## Excerpts from a dataset
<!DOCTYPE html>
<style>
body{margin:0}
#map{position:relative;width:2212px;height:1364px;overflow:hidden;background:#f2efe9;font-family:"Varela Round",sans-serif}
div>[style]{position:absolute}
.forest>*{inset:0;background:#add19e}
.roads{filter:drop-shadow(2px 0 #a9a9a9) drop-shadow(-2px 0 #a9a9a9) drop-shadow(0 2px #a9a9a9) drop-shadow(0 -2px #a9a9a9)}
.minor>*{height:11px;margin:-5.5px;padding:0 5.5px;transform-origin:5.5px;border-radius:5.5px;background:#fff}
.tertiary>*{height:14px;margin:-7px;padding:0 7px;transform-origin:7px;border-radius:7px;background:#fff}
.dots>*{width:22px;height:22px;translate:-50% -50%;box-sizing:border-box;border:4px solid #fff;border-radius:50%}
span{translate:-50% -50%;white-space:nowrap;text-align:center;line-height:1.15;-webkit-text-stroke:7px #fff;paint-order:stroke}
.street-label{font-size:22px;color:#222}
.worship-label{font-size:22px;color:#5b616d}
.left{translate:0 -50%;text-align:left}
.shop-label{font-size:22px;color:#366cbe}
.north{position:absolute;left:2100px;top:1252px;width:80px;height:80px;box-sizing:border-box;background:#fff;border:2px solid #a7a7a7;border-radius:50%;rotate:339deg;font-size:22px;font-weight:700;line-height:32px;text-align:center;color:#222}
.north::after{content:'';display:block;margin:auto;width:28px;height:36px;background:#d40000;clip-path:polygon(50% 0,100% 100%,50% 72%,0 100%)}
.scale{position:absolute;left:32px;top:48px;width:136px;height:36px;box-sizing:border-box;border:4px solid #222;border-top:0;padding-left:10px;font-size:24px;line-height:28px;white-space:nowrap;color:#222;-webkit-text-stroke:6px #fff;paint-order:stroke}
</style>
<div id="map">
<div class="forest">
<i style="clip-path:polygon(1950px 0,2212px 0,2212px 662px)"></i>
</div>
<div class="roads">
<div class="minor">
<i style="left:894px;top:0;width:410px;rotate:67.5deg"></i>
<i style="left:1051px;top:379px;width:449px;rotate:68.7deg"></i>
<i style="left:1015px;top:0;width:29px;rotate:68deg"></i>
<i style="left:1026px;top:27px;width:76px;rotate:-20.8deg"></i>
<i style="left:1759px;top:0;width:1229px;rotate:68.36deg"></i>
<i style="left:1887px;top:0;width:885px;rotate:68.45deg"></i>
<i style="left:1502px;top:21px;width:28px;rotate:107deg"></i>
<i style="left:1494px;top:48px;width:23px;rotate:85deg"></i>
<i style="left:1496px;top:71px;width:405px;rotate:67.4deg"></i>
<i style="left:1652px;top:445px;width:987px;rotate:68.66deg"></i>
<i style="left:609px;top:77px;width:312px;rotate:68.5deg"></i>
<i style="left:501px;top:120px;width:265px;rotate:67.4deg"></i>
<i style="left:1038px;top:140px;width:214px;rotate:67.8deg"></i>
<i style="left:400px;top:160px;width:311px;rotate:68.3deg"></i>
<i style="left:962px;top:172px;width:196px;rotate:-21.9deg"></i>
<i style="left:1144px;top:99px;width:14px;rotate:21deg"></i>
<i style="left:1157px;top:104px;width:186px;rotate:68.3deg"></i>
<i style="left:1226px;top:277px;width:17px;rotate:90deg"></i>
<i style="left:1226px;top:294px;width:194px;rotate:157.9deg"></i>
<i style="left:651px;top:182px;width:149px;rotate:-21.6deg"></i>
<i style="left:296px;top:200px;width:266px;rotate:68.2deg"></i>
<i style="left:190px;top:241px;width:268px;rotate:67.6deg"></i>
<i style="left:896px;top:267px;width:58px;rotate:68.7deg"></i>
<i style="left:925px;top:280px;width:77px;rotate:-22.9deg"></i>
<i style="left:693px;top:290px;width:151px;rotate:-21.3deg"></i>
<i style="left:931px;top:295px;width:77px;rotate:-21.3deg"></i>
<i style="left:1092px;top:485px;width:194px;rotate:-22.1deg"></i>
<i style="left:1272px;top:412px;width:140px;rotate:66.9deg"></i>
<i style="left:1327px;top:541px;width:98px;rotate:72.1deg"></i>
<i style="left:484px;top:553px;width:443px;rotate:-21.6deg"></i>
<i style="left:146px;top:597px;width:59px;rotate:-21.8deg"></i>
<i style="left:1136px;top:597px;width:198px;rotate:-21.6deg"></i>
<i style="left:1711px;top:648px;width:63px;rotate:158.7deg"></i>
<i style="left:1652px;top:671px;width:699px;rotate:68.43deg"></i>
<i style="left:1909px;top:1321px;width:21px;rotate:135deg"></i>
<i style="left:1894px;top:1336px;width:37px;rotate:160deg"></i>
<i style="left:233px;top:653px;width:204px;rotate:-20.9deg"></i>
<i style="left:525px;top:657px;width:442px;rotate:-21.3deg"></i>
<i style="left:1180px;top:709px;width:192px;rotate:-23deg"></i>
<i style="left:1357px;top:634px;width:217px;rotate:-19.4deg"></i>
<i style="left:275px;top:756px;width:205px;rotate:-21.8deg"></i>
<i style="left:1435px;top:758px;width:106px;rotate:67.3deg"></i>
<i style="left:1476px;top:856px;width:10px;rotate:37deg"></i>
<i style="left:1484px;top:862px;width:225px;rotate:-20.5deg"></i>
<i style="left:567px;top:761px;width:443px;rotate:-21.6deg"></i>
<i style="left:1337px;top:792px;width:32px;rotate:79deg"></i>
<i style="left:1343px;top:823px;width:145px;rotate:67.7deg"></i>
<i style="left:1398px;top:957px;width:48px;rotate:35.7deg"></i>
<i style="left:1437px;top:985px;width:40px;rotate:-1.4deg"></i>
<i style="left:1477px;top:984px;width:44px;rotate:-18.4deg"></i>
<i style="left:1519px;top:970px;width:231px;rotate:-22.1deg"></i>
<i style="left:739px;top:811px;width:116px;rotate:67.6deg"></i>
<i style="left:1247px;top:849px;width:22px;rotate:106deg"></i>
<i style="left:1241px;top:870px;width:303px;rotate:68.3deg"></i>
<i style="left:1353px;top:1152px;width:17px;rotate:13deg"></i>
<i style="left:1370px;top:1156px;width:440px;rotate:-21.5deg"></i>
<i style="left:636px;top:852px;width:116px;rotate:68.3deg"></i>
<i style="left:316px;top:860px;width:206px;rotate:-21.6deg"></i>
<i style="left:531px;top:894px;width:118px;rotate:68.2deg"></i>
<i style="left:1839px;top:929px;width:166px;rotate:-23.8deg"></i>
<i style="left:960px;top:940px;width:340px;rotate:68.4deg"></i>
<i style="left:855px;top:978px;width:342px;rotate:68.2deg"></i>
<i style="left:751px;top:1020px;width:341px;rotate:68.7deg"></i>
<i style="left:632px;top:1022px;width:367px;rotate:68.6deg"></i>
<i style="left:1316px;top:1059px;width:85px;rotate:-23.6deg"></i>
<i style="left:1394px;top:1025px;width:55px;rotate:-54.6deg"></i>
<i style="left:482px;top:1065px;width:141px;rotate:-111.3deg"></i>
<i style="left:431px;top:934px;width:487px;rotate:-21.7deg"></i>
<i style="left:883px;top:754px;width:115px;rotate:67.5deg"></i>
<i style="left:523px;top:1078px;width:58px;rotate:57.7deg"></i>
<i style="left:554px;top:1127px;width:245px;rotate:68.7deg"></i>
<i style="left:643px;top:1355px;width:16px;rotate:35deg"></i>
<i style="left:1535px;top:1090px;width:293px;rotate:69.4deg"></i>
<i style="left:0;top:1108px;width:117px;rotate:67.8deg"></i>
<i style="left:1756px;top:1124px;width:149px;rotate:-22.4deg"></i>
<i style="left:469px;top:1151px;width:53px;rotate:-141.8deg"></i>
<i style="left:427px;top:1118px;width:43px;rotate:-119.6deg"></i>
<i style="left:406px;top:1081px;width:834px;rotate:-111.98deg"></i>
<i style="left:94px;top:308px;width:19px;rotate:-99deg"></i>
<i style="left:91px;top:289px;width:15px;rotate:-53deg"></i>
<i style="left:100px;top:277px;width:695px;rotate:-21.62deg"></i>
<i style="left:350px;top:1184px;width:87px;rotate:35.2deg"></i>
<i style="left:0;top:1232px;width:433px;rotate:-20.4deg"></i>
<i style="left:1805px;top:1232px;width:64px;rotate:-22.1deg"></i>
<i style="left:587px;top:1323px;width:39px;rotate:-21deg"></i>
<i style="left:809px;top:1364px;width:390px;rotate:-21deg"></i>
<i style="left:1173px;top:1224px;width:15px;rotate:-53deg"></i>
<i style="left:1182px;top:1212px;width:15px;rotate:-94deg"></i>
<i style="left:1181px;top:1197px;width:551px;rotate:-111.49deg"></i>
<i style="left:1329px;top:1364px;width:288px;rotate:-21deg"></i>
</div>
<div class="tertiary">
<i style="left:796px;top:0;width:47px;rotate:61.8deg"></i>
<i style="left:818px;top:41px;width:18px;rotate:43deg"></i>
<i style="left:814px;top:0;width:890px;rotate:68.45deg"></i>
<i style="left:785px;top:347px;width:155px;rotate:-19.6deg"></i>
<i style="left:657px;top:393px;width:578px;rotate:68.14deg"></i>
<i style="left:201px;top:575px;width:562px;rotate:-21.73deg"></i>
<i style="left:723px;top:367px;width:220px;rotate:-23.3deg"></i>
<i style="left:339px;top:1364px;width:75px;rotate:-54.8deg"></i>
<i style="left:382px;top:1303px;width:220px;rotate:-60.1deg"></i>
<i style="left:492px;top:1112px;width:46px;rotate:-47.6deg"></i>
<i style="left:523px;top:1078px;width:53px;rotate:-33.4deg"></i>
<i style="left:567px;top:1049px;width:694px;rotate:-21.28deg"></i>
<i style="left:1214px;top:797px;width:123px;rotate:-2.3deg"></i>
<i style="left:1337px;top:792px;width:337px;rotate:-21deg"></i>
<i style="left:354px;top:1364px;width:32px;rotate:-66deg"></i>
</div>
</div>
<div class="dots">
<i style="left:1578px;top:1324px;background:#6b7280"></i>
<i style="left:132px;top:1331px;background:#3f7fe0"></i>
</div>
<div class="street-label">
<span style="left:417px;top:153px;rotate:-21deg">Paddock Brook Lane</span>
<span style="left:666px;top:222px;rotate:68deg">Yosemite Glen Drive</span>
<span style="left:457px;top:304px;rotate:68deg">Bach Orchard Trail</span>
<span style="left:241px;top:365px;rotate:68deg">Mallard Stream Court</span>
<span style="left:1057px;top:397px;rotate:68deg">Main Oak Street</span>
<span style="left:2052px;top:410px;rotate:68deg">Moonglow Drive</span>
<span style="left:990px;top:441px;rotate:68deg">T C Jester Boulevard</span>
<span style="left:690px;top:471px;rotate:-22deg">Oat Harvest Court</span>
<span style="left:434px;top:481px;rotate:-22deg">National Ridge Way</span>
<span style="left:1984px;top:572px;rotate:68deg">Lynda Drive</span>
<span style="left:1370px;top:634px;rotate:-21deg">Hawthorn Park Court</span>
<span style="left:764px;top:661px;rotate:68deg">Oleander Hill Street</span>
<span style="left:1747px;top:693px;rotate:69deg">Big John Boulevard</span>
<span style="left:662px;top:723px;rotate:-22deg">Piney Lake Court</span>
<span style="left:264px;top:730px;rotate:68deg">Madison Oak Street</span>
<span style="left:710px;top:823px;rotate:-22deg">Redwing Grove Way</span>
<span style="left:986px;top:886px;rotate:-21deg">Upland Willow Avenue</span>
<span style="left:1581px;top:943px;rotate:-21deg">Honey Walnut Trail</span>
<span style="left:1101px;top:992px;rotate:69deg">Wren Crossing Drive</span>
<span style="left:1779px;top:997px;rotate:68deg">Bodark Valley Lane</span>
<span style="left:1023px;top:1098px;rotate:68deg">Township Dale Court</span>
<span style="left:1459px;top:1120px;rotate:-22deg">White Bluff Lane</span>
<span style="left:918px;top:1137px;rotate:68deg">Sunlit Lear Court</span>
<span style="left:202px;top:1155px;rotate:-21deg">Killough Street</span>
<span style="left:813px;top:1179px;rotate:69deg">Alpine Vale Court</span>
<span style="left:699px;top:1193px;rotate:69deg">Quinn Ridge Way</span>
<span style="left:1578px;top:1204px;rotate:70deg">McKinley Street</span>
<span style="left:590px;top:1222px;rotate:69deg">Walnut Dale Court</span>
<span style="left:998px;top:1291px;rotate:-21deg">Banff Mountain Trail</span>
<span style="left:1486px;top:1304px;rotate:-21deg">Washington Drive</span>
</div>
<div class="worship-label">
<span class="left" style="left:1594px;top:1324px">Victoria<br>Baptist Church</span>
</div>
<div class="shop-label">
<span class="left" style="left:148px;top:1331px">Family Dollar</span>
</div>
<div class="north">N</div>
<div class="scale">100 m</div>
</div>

## YOUR OBJECTIVE
All lines from the top of the data through the line containing "0,100% 100%,50% 72%,0" need to be retyped exactly, and nothing more.

## ANSWER FOR THIS EXERCISE
<!DOCTYPE html>
<style>
body{margin:0}
#map{position:relative;width:2212px;height:1364px;overflow:hidden;background:#f2efe9;font-family:"Varela Round",sans-serif}
div>[style]{position:absolute}
.forest>*{inset:0;background:#add19e}
.roads{filter:drop-shadow(2px 0 #a9a9a9) drop-shadow(-2px 0 #a9a9a9) drop-shadow(0 2px #a9a9a9) drop-shadow(0 -2px #a9a9a9)}
.minor>*{height:11px;margin:-5.5px;padding:0 5.5px;transform-origin:5.5px;border-radius:5.5px;background:#fff}
.tertiary>*{height:14px;margin:-7px;padding:0 7px;transform-origin:7px;border-radius:7px;background:#fff}
.dots>*{width:22px;height:22px;translate:-50% -50%;box-sizing:border-box;border:4px solid #fff;border-radius:50%}
span{translate:-50% -50%;white-space:nowrap;text-align:center;line-height:1.15;-webkit-text-stroke:7px #fff;paint-order:stroke}
.street-label{font-size:22px;color:#222}
.worship-label{font-size:22px;color:#5b616d}
.left{translate:0 -50%;text-align:left}
.shop-label{font-size:22px;color:#366cbe}
.north{position:absolute;left:2100px;top:1252px;width:80px;height:80px;box-sizing:border-box;background:#fff;border:2px solid #a7a7a7;border-radius:50%;rotate:339deg;font-size:22px;font-weight:700;line-height:32px;text-align:center;color:#222}
.north::after{content:'';display:block;margin:auto;width:28px;height:36px;background:#d40000;clip-path:polygon(50% 0,100% 100%,50% 72%,0 100%)}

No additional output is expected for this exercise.